--- Dataset entries ---
-- Opening Marker --
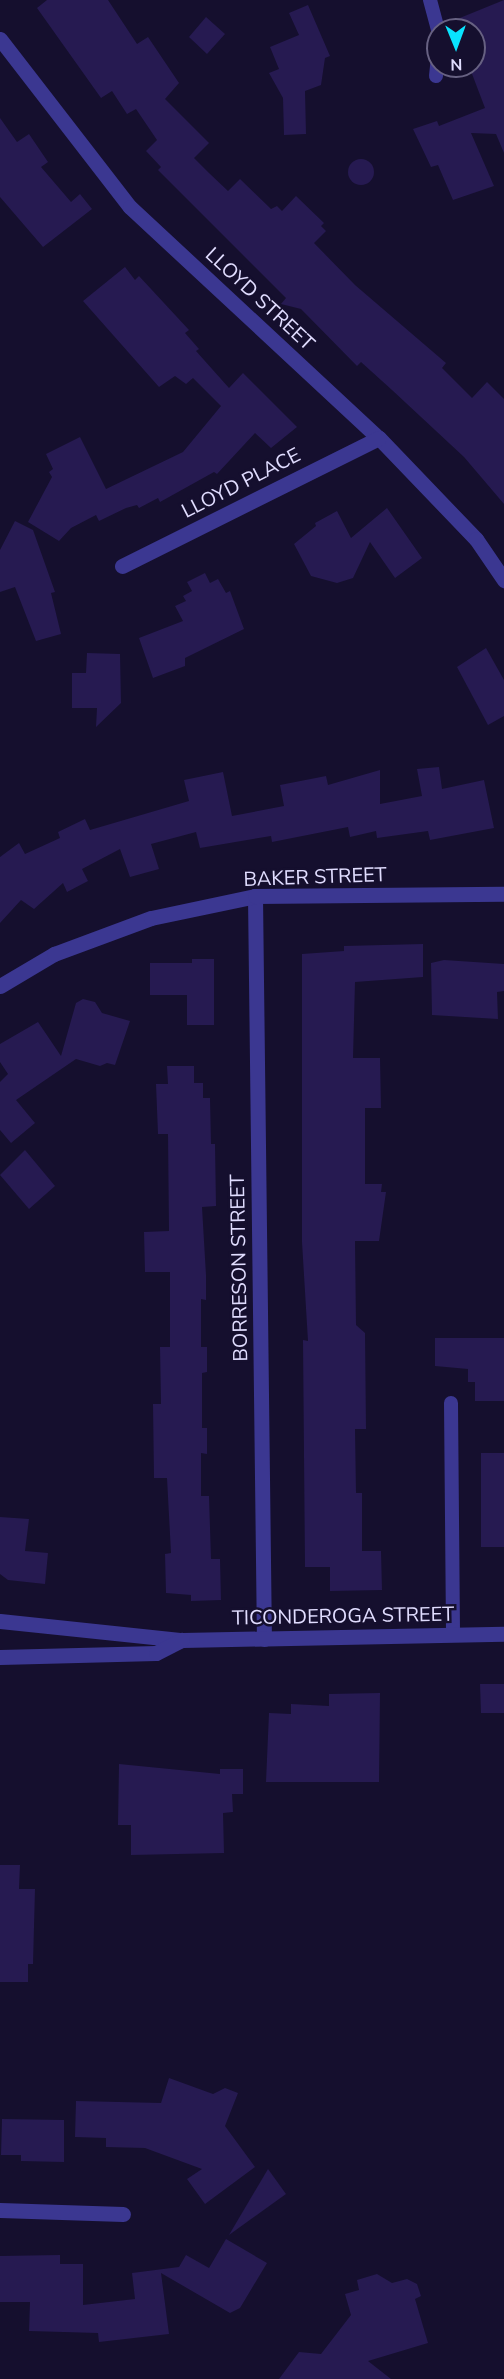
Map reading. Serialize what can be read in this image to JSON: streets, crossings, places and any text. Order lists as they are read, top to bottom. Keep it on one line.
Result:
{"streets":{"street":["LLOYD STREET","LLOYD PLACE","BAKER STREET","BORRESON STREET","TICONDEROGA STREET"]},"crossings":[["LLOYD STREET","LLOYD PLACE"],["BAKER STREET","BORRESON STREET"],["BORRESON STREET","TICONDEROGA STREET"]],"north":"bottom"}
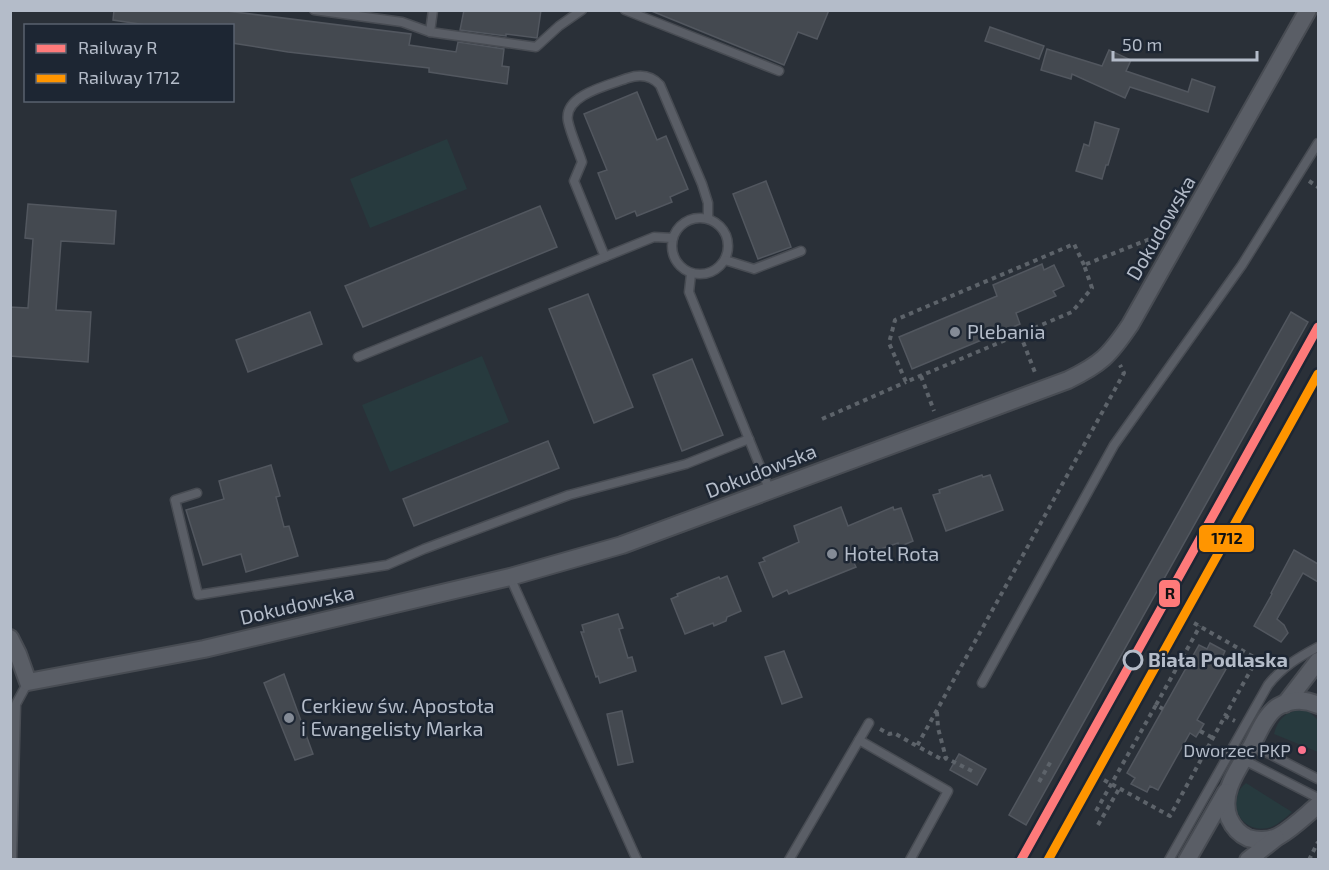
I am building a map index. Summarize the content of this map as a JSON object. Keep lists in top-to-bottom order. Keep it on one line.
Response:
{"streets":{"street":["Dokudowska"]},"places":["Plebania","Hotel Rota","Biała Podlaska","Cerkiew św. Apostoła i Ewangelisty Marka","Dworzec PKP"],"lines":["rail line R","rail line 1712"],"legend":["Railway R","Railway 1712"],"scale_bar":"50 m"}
-- Closing Marker --
--- EXERCISE INSTRUCTIONS ---
Retype all the data exactly, please, without pictures.

--- RESULT ---
Map reading. Serialize what can be read in this image to JSON: streets, crossings, places and any text. Order lists as they are read, top to bottom. Keep it on one line.
Result:
{"streets":{"street":["LLOYD STREET","LLOYD PLACE","BAKER STREET","BORRESON STREET","TICONDEROGA STREET"]},"crossings":[["LLOYD STREET","LLOYD PLACE"],["BAKER STREET","BORRESON STREET"],["BORRESON STREET","TICONDEROGA STREET"]],"north":"bottom"}
I am building a map index. Summarize the content of this map as a JSON object. Keep lists in top-to-bottom order. Keep it on one line.
Response:
{"streets":{"street":["Dokudowska"]},"places":["Plebania","Hotel Rota","Biała Podlaska","Cerkiew św. Apostoła i Ewangelisty Marka","Dworzec PKP"],"lines":["rail line R","rail line 1712"],"legend":["Railway R","Railway 1712"],"scale_bar":"50 m"}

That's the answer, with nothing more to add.